Of the local currency deposits, the public business sector held EGP 190.125bn, the private business sector EGP 1.354trn, and the household sector EGP 6.439trn. Non-residents held EGP 36.513bn.

Regarding non-government foreign currency deposits, the public business sector held EGP 184.228bn, the private business sector EGP 1.037trn, the household sector EGP 1.816trn, and non-residents EGP 116.873bn.

Growth in Credit Facilities

Credit facilities provided by banks rose to EGP 8.848trn in February 2025, up from EGP 7.209trn in June 2024—an increase of approximately EGP 1.639trn.

Credit facilities include loans, letters of credit, and guarantees extended to support import operations.

The CBE attributed the growth to an increase in facilities extended to the government, which rose by EGP 1.077trn (30.1%), and to non-government entities, which increased by EGP 561.5bn (15.5%).

Government credit growth was split between EGP 566.9bn in local currency and EGP 510.8bn equivalent in foreign currencies.

Financial position of banks in Egypt rises to EGP 22.039trn in February 2025

As of February, 60.1% of non-government credit facilities were allocated to the private business sector. By sector, industry accounted for 33.1%, services 27.6%, trade 8.5%, and agriculture 1.7%. Unclassified sectors made up 29.1%, of which 29% was directed to the household sector.

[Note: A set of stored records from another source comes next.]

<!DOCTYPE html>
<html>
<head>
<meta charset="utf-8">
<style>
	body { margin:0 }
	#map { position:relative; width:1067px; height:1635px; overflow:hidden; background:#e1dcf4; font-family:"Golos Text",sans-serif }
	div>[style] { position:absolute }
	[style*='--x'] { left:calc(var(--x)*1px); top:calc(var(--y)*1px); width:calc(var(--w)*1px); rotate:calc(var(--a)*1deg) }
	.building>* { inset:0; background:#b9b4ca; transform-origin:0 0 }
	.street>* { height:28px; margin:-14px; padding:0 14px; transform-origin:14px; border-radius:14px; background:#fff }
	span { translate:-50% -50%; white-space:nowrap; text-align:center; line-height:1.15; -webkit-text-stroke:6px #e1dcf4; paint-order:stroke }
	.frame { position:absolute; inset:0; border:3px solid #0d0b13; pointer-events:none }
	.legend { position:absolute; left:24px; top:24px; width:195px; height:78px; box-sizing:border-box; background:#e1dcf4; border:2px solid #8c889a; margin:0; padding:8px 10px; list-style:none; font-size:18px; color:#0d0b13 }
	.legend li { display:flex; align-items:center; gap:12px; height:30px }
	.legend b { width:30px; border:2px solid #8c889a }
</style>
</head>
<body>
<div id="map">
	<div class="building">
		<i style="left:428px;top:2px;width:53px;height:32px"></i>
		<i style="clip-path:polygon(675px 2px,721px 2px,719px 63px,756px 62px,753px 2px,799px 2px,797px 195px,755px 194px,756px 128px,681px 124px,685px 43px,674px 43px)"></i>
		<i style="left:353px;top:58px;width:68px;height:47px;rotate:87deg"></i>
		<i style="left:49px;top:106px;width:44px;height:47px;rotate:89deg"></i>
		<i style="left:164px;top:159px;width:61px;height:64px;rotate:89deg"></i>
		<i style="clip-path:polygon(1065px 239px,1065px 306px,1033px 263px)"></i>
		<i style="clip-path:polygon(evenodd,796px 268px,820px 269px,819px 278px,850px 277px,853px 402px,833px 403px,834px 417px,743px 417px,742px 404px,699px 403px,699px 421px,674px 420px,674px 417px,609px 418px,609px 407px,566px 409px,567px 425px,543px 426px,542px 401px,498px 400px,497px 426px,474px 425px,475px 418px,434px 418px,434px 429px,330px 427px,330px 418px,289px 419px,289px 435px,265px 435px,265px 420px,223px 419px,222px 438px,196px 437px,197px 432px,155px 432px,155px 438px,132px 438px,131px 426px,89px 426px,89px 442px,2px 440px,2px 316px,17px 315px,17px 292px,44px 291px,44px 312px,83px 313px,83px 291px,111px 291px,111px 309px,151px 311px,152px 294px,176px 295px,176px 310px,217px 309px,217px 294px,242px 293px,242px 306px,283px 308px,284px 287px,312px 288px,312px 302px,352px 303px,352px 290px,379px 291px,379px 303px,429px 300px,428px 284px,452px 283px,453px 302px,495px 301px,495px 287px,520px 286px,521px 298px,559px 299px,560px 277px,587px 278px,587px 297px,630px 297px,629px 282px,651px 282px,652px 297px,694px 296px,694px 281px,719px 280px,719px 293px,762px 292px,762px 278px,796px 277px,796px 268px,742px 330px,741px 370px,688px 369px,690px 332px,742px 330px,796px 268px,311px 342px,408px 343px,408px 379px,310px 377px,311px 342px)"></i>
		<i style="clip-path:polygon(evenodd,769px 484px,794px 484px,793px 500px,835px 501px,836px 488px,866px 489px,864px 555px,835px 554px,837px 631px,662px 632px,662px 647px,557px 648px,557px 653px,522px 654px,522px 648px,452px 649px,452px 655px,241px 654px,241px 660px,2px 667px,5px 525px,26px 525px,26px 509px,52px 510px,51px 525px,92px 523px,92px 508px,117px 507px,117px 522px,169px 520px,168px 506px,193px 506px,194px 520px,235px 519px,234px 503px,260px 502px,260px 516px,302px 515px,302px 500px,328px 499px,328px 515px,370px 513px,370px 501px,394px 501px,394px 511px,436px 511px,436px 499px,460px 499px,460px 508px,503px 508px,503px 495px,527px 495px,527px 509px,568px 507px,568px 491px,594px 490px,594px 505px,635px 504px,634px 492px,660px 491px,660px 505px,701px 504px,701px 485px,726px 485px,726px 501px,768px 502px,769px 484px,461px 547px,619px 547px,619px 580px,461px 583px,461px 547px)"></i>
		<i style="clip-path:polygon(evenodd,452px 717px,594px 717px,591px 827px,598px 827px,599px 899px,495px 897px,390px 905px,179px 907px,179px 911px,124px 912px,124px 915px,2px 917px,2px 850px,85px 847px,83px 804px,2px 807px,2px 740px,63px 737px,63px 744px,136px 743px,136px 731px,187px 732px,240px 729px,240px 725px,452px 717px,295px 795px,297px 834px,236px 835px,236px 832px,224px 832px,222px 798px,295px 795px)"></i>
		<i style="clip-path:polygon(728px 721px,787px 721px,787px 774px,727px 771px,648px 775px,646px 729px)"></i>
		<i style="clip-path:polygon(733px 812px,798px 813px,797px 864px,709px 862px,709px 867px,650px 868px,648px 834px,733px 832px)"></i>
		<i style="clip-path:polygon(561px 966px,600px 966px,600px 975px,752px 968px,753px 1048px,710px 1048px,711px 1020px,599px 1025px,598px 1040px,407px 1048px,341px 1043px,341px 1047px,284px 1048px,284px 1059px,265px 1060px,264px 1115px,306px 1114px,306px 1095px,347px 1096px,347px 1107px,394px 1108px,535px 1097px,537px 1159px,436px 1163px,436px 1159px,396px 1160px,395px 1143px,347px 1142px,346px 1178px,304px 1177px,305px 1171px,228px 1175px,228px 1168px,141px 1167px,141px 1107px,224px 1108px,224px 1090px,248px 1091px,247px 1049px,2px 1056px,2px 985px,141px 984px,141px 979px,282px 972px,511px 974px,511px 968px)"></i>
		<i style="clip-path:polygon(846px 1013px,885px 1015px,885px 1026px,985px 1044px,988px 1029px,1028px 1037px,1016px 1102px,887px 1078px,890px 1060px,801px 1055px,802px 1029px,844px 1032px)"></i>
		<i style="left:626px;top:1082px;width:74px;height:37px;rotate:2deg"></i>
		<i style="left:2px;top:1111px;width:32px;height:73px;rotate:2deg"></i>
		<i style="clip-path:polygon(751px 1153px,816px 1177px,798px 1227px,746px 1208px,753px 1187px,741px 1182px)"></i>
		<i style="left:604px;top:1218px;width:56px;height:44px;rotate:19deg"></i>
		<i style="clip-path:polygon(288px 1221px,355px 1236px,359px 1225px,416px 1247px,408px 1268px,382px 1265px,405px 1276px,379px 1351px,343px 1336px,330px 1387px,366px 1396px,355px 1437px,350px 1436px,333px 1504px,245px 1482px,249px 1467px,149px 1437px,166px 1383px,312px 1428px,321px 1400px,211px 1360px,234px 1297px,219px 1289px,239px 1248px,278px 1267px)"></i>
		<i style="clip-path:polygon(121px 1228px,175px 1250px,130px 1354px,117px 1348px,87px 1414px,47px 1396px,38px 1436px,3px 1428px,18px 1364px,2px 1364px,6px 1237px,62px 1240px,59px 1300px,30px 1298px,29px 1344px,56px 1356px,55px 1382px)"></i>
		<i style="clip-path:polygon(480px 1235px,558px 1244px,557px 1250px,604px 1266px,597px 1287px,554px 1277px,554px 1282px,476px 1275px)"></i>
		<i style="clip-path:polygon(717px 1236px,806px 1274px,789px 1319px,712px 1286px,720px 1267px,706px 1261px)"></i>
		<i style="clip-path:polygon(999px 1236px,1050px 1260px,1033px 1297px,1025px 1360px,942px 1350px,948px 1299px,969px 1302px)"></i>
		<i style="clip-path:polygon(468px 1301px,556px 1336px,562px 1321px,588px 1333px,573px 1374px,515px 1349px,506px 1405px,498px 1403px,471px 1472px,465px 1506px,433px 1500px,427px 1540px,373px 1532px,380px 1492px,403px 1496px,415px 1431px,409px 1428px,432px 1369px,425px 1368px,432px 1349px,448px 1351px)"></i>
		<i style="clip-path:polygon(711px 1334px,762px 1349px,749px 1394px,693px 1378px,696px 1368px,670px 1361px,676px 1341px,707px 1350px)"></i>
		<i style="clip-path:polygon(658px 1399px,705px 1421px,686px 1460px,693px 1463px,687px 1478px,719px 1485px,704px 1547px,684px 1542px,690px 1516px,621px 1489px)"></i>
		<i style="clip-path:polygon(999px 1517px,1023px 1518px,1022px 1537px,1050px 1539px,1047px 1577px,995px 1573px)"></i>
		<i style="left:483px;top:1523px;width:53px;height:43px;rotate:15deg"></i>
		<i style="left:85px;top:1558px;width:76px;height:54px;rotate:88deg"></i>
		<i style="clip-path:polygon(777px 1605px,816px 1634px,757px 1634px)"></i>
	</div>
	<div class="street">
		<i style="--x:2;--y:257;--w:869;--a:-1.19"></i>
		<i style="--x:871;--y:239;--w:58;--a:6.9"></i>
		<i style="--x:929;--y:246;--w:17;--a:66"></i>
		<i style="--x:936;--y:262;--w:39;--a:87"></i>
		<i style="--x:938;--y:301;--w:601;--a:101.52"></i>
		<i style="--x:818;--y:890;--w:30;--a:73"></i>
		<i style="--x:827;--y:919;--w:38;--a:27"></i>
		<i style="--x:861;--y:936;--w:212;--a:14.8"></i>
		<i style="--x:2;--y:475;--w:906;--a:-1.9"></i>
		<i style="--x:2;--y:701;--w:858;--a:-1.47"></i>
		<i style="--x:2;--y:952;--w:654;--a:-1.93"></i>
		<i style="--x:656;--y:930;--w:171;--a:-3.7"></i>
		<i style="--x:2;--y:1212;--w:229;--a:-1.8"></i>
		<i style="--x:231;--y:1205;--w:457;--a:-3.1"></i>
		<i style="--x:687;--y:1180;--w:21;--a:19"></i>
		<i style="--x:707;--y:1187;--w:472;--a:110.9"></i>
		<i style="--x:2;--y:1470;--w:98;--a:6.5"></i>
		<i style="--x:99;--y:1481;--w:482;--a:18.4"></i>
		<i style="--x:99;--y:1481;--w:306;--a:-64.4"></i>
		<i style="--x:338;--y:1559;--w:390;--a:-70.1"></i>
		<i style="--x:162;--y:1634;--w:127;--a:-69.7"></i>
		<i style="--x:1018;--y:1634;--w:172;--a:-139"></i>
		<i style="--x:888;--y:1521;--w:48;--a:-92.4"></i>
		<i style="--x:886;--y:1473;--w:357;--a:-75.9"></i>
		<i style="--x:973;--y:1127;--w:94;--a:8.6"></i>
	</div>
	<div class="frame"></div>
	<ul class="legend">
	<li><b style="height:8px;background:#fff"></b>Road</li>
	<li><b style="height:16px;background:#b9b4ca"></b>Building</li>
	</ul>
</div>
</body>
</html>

Rise in Domestic Liquidity

The banking sector’s domestic liquidity increased by approximately EGP 1.6trn between July 2024 and February 2025, reaching EGP 12.218trn—representing a growth rate of 15.1%.

This increase was driven by a rise in quasi-money of EGP 1.247trn (15.8%) and a growth in the money supply of EGP 352.8bn (13.1%).

The expansion in quasi-money was due to an EGP 736.7bn rise in non-current local currency deposits (13.7%) and an EGP 510.3bn equivalent rise in foreign currency deposits (20.2%). The increase in money supply stemmed from a EGP 382.2bn rise in current local currency deposits (25.9%), partially offset by a decline of EGP 29.4bn (2.4%) in currency circulating outside the banking system.

The CBE noted that the increase in domestic liquidity over the period was the net result of a rise in net domestic assets and a contraction in net foreign assets.

Net Domestic Assets Up, Net Foreign Assets Down

Net domestic assets in the banking system rose by EGP 1.710trn (17.1%) during the July–February period. This was driven by a EGP 3.176trn increase in domestic credit (28.9%) and a EGP 1.465trn decline in net budget items.

Domestic credit growth included EGP 2.601trn in additional net claims on the government, EGP 312.1bn in claims on the private business sector, EGP 83bn on the public business sector, and EGP 180bn on the household sector.

In contrast, net foreign assets in the banking system declined by EGP 110.8bn (17.7%) during the same period.

This fall was the result of a EGP 229.3bn drop in foreign assets at commercial banks, partially offset by an EGP 118.5bn increase in net foreign assets held by the Central Bank.

Reserve Money

Reserve money rose by EGP 387.6bn (19.7%) between July 2024 and February 2025, reaching EGP 2.352trn.

The increase was attributed to a EGP 419bn surge (65.9%) in local currency deposits held by banks at the Central Bank, despite a EGP 31.4bn decrease (2.4%) in cash circulating outside the Central Bank’s vaults.

The CBE stated that the increase in reserve money stemmed from a combination of factors, including a EGP 295.8bn rise in net claims on the government, an EGP 118.5bn increase in net foreign assets, and an EGP 87.5bn rise in net budget items. These were partially offset by a EGP 114.2bn decline in net claims on banks.